URL: http://lists.aquameta.com/mailman/listinfo.cgi/group-forming
Latest incarnation: http://www.aquameta.com/gf (a CommunityWeblog)
InternetTopicExchange group-forming channel: http://topicexchange.com/t/group_forming/
Background
One thing that's exciting about the Internet is that it allows new communities to form at very low expense. This opens up many possibilities that were not previously available. In particular, it allows activists, thinkers, and other creative, change-oriented people to find one another, regroup, share information and learn more easily. This helps those people progress towards their goals more effectively. Successful examples of lively, focused communities include ShouldExist, InfoAnarchy, IndyMedia, and MeatBall.
Although we already see social clustering happening in certain areas, it is still difficult to create high-signal, lively groups around issues that are not (yet?) very popular or well known. We need to better understand how the process of clustering happens, in order to figure out how we can make it easier and more efficient.
People and their interactions are obviously at the center of this process. Thinking about social clustering will require us to consider individuals, motivations, and communication.
Observation and reflection are not the only means to probe this issue. We also want to try things out, experiment hands-on with new means of clustering. This way we will learn what helps people pull together and what doesn't.
The mailing list
This mailing list was created to foster discussion both at the practical and theoretical level on such questions as:
- How and why are communities born?
- What is the essence or ontology of a community? What variables vary from one community to another?
- How do communities grow? Why and how do people discover them and decide to participate in them?
- How does the size of the topic area a community centers around, and the way a community describes itself, affect the community and its dynamics?
- How might the Semantic Web affect net-based communities?

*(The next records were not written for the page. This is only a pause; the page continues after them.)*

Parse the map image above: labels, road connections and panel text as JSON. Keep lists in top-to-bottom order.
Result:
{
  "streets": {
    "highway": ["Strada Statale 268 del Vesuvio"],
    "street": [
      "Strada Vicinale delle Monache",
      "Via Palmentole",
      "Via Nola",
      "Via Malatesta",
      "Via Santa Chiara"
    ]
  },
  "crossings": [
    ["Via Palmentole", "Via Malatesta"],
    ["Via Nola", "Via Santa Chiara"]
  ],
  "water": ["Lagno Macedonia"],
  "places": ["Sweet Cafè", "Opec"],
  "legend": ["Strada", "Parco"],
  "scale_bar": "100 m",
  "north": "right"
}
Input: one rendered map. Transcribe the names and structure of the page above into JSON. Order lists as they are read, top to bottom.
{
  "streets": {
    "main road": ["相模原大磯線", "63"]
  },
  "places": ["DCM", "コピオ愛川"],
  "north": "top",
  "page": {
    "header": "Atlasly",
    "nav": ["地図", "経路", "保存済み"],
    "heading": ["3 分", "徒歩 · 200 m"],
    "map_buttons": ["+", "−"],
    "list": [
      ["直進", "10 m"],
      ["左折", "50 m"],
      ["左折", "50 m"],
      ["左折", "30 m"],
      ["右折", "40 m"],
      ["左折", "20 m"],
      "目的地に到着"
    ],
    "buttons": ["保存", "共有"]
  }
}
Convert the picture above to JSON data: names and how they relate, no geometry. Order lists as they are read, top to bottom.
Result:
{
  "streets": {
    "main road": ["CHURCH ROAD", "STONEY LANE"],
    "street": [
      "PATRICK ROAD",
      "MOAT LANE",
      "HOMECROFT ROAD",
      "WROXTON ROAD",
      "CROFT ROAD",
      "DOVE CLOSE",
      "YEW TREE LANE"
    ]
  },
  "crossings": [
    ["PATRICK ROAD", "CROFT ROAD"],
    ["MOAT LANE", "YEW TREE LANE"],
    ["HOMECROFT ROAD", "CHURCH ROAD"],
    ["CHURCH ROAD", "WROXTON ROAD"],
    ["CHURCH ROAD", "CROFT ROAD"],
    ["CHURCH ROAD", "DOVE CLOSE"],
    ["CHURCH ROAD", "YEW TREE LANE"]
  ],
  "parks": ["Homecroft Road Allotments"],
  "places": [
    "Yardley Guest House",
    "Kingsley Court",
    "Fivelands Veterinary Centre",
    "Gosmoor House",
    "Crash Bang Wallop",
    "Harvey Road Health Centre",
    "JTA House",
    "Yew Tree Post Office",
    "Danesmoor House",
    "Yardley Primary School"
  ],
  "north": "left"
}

- What existing and future technologies can facilitate the process of social aggregation?
Additional resources
To complement the list, we use the CommunityServerWiki. [Start here].
Origins of the initiative
SebPaquet proposed a possible [way of enabling easy group-forming] around topics within the community of webloggers. This community is large enough now that there are almost certainly many people who care about the same things and have not found each other. Easy group-forming for bloggers could help in that respect.
PhillipPearson expressed interest and created WcsWiki:RidiculouslyEasyGroupForming to flesh out the idea and discuss the technical aspects. In January 2003 he introduced the InternetTopicExchange, which is the first implementation of the idea. Perhaps inevitably, this led to the [Topic Exchange group-forming channel].
EricHanson proposed that we start a mailing list at his domain, http://aquameta.com George Lewis of pegasi.net kindly offered to set up and host the list.
Related initiatives
The WeblogMetaDataInitiative is hard at work trying to create a [IAWiki:MetaData metadata] standard for WebLogs. This metadata would enable categorization of weblogs and of individual posts. Such categorization is a way to facilitate clustering among webloggers.